Inspired by his experience in Chiapas, Raul felt called to work in education. He finished his degree in music and pursued a Masters in political science and international relations. After receiving his degree, he began to work with a number of different projects, experimenting with the idea of bringing creative cultural education into daily life, rather than having it limited to inaccessible spaces such as concert halls that require expensive tickets. In one successful project which ran for several years, he and his friends transformed a public trolley bus into a cultural experience. Unknowing passengers would board the trolley to get to work or the store, and find themselves in an art gallery with live music and one-on-one conversations with the artists. It was through this experience that Raul realized there was power in transforming public spaces.
Raul was then invited by a community public school in Chiapas to transform their traditional way of educating. He worked to adapt solutions to some of the problems he had experienced during the literacy campaigns, bringing his students out into the fields as often as possible, and forging connections between their experiences in the classroom and their daily realities. It was around this time that he committed himself full time to the concept of rural social development in Chiapas. In 2004, Raul founded Germinalia, with the goal of developing a normative project in cultural development, education, and sustainable development. In 2006, under Germinalia’s umbrella, Raul and a cohort of friends founded Ingenio, originally designed as a center for educational and psychological support for university students in San Cristobal because they discovered that many of the young people from the rural school they helped design were struggling to succeed once they made it to university. As Ingenio developed, though, Raul still felt like something was missing in the way the center supported Chiapas’s youth. They were trying to help young people fit into the system, rather than the other way around. Raul decided a different model for education was needed. He and his team believed that if they could open the door and empower young people to see their own possibility, they would begin to see a transformation in their lives.

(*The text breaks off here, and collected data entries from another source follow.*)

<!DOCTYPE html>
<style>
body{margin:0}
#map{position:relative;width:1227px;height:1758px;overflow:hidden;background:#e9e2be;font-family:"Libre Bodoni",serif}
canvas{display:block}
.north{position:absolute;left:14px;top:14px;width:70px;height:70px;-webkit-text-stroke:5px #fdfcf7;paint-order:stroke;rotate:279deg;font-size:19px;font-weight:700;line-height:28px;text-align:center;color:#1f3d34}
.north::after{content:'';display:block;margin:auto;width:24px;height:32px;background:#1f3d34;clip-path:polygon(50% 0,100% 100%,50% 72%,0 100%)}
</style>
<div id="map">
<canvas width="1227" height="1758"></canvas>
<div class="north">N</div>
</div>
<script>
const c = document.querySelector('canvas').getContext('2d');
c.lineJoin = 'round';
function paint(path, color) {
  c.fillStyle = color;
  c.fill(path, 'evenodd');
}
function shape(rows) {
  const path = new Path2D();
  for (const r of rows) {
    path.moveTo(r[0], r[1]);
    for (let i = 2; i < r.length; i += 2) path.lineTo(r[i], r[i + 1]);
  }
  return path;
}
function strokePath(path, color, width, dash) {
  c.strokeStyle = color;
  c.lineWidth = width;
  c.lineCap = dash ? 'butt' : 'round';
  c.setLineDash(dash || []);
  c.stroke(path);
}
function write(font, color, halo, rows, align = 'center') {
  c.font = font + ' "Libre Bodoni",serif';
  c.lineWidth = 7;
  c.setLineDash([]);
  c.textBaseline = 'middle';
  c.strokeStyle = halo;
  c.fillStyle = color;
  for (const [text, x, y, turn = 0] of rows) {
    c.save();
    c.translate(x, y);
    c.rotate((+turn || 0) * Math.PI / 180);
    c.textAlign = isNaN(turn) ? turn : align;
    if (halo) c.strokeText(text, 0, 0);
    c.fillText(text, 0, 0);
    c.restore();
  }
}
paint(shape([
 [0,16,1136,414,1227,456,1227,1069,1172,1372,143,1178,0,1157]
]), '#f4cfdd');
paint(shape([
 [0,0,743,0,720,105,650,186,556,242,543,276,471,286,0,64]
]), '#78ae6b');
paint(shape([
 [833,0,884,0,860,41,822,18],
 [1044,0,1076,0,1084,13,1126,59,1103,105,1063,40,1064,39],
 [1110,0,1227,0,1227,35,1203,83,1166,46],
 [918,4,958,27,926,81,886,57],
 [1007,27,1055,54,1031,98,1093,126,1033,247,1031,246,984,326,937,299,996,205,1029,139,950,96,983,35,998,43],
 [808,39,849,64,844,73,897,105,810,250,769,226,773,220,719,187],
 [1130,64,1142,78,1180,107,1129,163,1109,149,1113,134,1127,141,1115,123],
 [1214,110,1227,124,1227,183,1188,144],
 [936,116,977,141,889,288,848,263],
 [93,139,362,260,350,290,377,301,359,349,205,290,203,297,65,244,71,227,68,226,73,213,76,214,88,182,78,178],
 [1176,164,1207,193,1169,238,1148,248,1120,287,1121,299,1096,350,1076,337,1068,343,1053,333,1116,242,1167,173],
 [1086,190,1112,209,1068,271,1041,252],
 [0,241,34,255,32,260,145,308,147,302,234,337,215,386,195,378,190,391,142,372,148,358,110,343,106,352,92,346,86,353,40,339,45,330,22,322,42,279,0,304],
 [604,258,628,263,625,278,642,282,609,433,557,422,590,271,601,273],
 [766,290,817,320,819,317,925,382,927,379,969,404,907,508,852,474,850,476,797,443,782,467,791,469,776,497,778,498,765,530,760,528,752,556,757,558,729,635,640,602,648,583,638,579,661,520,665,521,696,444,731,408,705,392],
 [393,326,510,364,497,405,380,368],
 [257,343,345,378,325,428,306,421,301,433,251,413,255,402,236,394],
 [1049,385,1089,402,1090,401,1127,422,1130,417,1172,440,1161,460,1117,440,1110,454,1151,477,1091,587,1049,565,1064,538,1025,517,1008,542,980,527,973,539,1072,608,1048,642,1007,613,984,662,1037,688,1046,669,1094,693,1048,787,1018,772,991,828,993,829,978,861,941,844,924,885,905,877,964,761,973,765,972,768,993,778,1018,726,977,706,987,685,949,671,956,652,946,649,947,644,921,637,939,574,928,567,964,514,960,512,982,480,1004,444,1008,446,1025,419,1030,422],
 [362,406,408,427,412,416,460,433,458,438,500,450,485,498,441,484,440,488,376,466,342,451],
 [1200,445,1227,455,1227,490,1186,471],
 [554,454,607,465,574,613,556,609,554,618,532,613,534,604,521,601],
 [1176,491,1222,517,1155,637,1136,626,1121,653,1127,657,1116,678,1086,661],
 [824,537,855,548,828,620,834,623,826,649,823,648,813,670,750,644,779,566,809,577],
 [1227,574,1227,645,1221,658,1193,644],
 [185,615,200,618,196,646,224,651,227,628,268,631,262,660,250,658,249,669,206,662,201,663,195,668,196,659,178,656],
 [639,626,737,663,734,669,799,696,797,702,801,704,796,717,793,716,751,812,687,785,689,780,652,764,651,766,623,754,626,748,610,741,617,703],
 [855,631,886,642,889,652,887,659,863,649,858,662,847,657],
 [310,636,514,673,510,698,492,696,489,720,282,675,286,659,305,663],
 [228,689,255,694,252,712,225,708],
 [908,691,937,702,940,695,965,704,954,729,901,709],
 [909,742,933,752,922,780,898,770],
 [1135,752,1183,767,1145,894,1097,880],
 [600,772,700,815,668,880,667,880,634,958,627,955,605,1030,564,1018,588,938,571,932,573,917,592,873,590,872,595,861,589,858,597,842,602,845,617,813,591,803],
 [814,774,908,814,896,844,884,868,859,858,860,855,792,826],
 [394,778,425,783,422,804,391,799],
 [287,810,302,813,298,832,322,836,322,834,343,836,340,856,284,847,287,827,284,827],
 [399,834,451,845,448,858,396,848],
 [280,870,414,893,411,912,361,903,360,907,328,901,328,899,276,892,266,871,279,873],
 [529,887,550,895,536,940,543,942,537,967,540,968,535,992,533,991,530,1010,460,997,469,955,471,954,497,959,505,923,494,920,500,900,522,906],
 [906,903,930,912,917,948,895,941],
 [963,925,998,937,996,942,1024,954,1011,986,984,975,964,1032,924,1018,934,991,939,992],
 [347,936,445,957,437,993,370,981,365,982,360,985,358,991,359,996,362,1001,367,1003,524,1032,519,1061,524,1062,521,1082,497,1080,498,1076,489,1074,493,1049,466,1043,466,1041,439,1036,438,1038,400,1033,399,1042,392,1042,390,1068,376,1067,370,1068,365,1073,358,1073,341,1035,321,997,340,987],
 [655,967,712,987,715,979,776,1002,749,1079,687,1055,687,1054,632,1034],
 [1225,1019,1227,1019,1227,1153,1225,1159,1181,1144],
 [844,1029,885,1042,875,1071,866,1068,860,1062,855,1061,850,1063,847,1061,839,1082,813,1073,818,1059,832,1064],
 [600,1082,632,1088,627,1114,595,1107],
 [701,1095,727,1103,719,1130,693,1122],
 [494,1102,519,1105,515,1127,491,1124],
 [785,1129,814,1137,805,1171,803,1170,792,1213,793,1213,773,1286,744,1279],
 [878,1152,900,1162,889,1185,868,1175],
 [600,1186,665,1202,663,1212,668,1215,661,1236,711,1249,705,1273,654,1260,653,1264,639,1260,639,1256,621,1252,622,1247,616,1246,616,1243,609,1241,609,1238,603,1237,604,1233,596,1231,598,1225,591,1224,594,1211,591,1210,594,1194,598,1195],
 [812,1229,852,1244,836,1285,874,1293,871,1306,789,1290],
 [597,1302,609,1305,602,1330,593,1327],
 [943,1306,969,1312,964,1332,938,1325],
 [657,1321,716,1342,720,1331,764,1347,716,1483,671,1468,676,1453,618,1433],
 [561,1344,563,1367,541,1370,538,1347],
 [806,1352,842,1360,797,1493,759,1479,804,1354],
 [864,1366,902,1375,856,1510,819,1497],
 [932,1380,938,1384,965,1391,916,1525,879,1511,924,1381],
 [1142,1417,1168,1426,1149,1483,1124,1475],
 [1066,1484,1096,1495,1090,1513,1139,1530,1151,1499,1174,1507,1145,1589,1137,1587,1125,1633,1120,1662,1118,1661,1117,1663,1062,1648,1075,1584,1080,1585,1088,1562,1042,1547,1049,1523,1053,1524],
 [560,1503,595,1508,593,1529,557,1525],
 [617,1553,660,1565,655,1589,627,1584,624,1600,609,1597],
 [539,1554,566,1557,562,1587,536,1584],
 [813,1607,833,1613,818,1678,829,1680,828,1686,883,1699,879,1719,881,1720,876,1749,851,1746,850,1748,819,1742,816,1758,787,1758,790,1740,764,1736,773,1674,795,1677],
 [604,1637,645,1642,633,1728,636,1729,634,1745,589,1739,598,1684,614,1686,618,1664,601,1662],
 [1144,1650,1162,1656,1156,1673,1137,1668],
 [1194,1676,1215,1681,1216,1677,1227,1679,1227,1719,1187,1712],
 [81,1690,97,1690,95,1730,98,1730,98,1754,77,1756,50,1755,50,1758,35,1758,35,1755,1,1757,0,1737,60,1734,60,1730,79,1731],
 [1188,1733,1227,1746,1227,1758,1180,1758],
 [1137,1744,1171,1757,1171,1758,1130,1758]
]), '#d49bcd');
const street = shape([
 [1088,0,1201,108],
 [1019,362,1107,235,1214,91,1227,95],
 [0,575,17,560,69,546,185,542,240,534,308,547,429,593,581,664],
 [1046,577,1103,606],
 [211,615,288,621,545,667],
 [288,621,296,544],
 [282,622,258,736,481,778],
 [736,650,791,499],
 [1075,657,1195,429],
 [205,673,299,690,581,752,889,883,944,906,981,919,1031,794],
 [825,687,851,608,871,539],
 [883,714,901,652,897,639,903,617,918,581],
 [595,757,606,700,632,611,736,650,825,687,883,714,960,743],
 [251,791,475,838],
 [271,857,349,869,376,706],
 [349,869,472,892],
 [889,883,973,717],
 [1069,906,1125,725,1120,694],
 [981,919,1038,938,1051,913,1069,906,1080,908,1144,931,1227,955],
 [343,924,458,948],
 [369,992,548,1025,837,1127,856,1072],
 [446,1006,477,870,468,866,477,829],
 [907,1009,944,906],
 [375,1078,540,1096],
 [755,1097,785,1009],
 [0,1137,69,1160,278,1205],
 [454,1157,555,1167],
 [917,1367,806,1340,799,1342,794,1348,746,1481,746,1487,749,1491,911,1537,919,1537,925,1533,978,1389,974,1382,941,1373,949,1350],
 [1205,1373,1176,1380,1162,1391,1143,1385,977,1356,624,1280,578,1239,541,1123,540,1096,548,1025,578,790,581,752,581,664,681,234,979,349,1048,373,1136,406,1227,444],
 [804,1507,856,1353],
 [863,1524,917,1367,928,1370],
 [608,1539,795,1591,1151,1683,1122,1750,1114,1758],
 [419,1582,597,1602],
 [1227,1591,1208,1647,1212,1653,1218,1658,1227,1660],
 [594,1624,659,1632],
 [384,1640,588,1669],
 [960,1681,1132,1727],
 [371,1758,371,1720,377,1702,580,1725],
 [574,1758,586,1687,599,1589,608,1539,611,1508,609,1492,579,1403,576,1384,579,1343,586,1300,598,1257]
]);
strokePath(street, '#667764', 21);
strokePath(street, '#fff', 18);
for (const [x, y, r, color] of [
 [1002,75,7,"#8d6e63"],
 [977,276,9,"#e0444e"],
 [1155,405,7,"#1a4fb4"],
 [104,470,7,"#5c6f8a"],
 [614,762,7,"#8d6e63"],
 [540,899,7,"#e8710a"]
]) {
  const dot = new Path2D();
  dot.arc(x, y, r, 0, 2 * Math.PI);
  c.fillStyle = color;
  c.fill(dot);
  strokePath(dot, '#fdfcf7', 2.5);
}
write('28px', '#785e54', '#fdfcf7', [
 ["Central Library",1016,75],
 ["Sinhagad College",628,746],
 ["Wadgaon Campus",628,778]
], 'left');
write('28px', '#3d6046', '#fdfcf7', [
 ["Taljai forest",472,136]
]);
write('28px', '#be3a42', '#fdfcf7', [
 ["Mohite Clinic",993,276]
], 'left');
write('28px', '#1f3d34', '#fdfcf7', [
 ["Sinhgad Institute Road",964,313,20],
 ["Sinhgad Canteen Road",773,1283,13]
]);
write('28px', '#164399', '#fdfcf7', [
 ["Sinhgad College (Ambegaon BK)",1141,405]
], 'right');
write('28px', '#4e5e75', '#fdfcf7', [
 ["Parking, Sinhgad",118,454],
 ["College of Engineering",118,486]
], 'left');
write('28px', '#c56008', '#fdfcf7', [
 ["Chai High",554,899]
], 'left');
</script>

They decided to shift the focus of Ingenio to empowering Chiapas’s young people to use their creative abilities for their own advancement. The center became a full-fledged, free-access creative space, with a 5000-volume library, workshops in music production, informational sessions on social services, and dynamic learning communities. Raul began working with other communities in the area to develop his “hive” idea for the similar use of public spaces. Today, Raul’s project has grown with his expertise. Ingenio continues to be the base for his creative learning model, but the program has widely expanded to include a network of committed community spaces, all fostering creativity and empowerment. Raul is working to spread his methodology of creativity to Mexico’s entire population.